El presidente de OpenAI, Greg Brockman, declaró el 1 de mayo de 2026 en la conferencia AI Ascent 2026 de Sequoia Capital que la inteligencia artificial escribe ya aproximadamente el 80% del código de su empresa. Lo publica Ana Maria Constantin en The Next Web con una mirada más matizada de lo habitual en este tipo de titulares: el artículo analiza no solo la cifra, sino qué significa exactamente y por qué hay razones para tratarla con escepticismo.

La declaración de Brockman es parte de un patrón que merece atención. En las últimas semanas, el presidente de OpenAI ha repetido variaciones del mismo argumento en el pódcast Big Technology, en The Knowledge Project y ahora en Sequoia. El mensaje central: la IA ha cruzado un umbral de productividad en ingeniería de software, la AGI está «al 70-80% del camino» según su definición personal, y la escasez de cómputo —no de capacidad de los modelos— es el límite real de lo que los laboratorios de IA pueden hacer.

¿Qué dice exactamente la cifra del 80%?

El problema con el dato es que admite dos interpretaciones muy distintas, y Brockman no especifica cuál de las dos está usando.

La primera interpretación es una afirmación de productividad: la IA escribe el 80% de las líneas de código que se incorporan al repositorio de OpenAI. Si esto fuera cierto en sentido estricto, implicaría que los ingenieros humanos solo son responsables de un quinto del código base.

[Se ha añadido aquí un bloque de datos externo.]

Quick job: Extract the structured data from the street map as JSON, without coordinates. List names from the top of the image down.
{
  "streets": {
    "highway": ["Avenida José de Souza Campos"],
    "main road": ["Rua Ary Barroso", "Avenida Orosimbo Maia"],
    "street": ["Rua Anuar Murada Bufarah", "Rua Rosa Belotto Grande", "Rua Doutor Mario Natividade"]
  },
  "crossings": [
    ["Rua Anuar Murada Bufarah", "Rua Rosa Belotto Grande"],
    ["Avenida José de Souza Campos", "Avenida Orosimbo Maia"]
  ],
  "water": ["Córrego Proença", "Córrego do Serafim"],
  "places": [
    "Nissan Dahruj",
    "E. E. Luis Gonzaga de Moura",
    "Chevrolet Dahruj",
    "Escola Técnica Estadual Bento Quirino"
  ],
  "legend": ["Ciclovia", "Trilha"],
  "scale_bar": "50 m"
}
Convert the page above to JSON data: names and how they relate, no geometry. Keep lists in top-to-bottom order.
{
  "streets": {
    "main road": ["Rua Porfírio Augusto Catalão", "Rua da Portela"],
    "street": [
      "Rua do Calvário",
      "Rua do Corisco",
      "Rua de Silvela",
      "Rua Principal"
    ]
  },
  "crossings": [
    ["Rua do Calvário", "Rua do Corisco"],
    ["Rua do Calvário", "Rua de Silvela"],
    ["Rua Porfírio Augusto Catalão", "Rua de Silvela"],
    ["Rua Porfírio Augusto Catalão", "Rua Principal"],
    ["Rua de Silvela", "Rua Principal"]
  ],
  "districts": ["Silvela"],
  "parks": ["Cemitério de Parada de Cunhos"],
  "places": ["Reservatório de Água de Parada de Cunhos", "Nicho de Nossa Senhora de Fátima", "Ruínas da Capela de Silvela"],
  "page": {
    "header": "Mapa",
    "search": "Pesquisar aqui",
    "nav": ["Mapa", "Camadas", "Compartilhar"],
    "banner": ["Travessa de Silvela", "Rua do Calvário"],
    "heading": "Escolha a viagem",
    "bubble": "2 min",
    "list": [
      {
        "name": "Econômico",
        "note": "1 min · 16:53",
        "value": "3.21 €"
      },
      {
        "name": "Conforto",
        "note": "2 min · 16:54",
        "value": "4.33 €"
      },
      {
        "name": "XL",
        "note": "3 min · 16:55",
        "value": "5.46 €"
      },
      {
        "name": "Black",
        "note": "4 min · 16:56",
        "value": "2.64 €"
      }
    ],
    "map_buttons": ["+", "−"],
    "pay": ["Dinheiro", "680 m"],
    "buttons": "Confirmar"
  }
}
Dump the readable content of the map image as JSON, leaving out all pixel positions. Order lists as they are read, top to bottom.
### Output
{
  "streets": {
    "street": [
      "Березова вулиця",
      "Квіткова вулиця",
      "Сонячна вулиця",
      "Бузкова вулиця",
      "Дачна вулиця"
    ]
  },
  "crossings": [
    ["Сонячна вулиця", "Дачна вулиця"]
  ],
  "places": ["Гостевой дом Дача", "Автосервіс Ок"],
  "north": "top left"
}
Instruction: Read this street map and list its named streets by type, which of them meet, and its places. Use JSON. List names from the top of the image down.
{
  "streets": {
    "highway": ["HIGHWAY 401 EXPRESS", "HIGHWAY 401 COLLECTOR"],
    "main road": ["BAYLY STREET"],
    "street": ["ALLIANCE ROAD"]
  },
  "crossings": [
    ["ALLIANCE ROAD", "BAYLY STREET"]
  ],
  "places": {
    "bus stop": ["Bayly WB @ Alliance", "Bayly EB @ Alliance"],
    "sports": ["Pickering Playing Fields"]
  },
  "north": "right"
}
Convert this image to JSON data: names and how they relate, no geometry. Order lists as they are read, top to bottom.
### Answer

La segunda es una afirmación de uso: la IA está involucrada —como autocompletado, sugerencia de refactorización, generación con revisión humana posterior— en el 80% del trabajo de programación. Esto es radicalmente diferente, porque incluye casos en los que el humano es el autor real del código y la IA juega un papel auxiliar.

La propia frase de Brockman es reveladora: «Es difícil saber qué porcentaje no está siendo escrito por IA». Esa formulación se alinea más con la segunda interpretación —uso amplio— que con la primera. Y la diferencia entre ambas es grande enough to materially alter what the figure means, como señala The Next Web.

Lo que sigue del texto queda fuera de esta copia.